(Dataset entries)
■ ■ ■
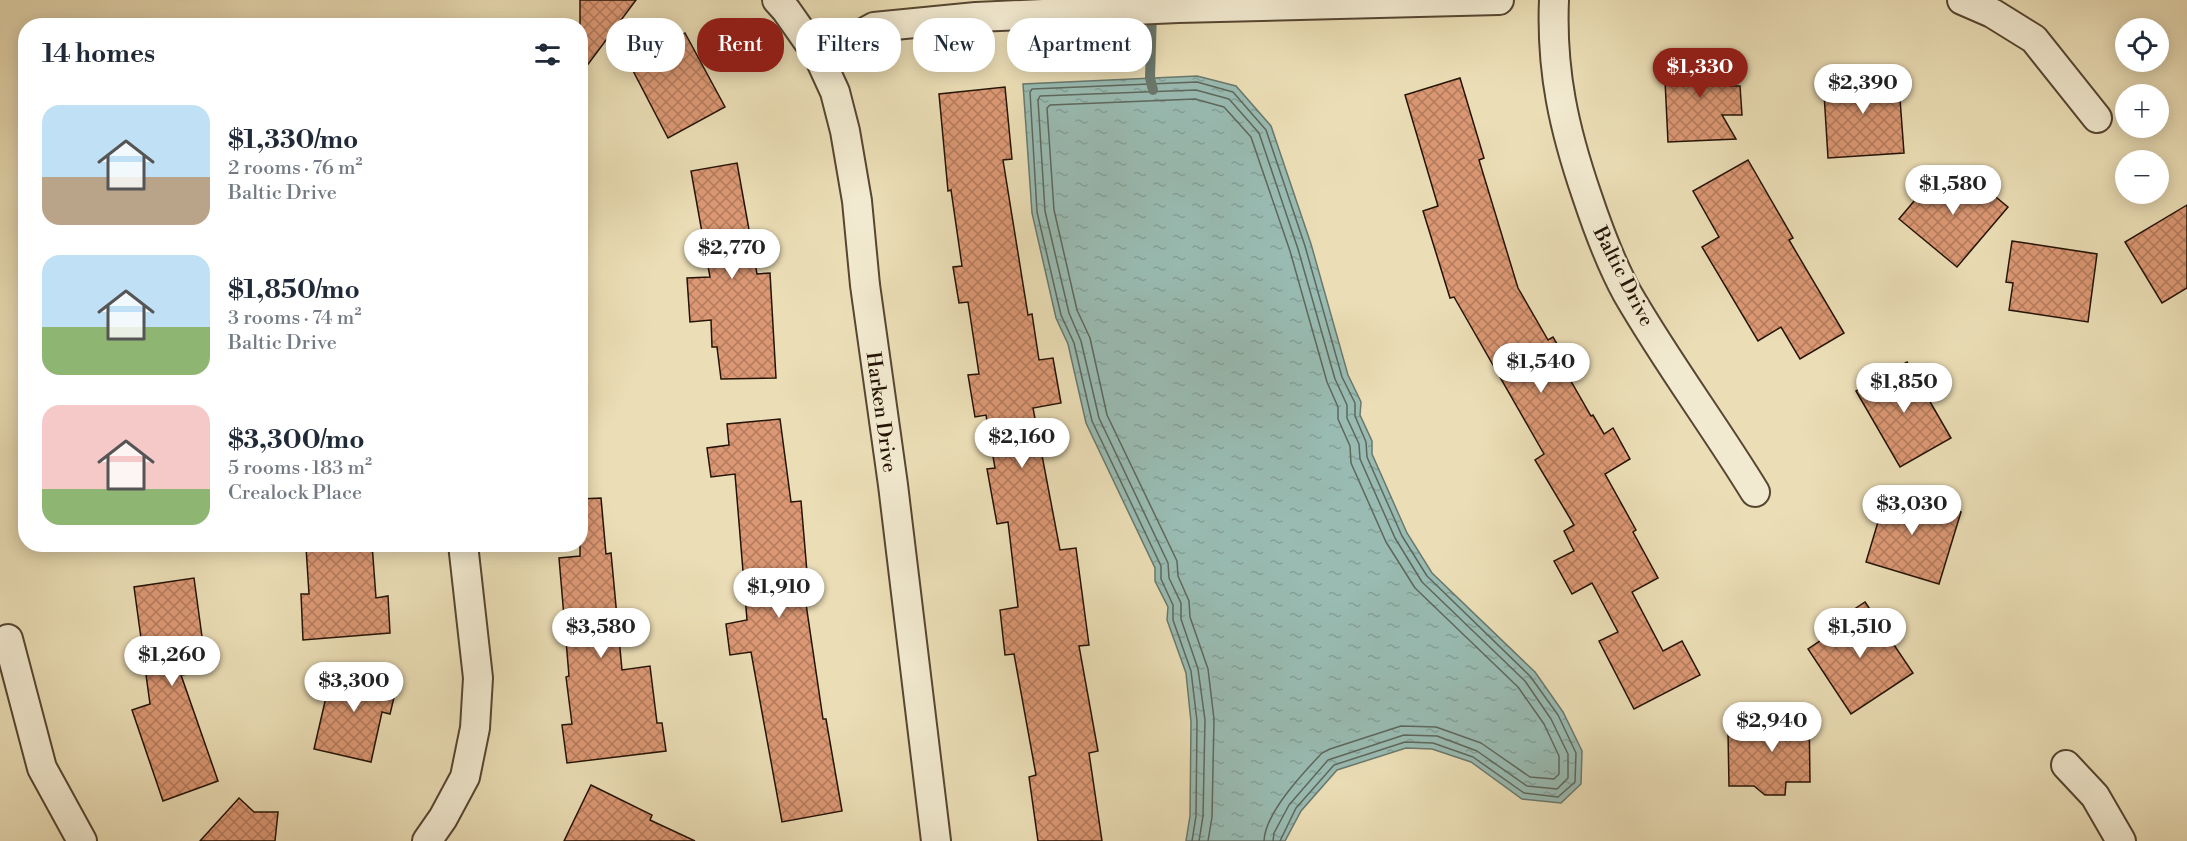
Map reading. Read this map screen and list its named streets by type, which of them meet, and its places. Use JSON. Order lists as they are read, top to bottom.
{
  "streets": {
    "street": ["Baltic Drive", "Harken Drive"]
  },
  "page": {
    "map_buttons": ["+", "−"],
    "chip": [
      "Buy",
      "Rent",
      "Filters",
      "New",
      "Apartment"
    ],
    "heading": "14 homes",
    "price": [
      "$1,330",
      "$2,390",
      "$1,580",
      "$2,770",
      "$1,540",
      "$1,850",
      "$2,160",
      "$3,030",
      "$1,910",
      "$3,580",
      "$1,510",
      "$1,260",
      "$3,300",
      "$2,940"
    ],
    "list": [
      {
        "name": "$1,330/mo",
        "note": "2 rooms · 76 m² · Baltic Drive"
      },
      {
        "name": "$1,850/mo",
        "note": "3 rooms · 74 m² · Baltic Drive"
      },
      {
        "name": "$3,300/mo",
        "note": "5 rooms · 183 m² · Crealock Place"
      }
    ]
  }
}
■ ■ ■
TASK TO CARRY OUT: Output every line above exactly as it stands, and drop any picture.

TASK SOLUTION:
Map reading. Read this map screen and list its named streets by type, which of them meet, and its places. Use JSON. Order lists as they are read, top to bottom.
{
  "streets": {
    "street": ["Baltic Drive", "Harken Drive"]
  },
  "page": {
    "map_buttons": ["+", "−"],
    "chip": [
      "Buy",
      "Rent",
      "Filters",
      "New",
      "Apartment"
    ],
    "heading": "14 homes",
    "price": [
      "$1,330",
      "$2,390",
      "$1,580",
      "$2,770",
      "$1,540",
      "$1,850",
      "$2,160",
      "$3,030",
      "$1,910",
      "$3,580",
      "$1,510",
      "$1,260",
      "$3,300",
      "$2,940"
    ],
    "list": [
      {
        "name": "$1,330/mo",
        "note": "2 rooms · 76 m² · Baltic Drive"
      },
      {
        "name": "$1,850/mo",
        "note": "3 rooms · 74 m² · Baltic Drive"
      },
      {
        "name": "$3,300/mo",
        "note": "5 rooms · 183 m² · Crealock Place"
      }
    ]
  }
}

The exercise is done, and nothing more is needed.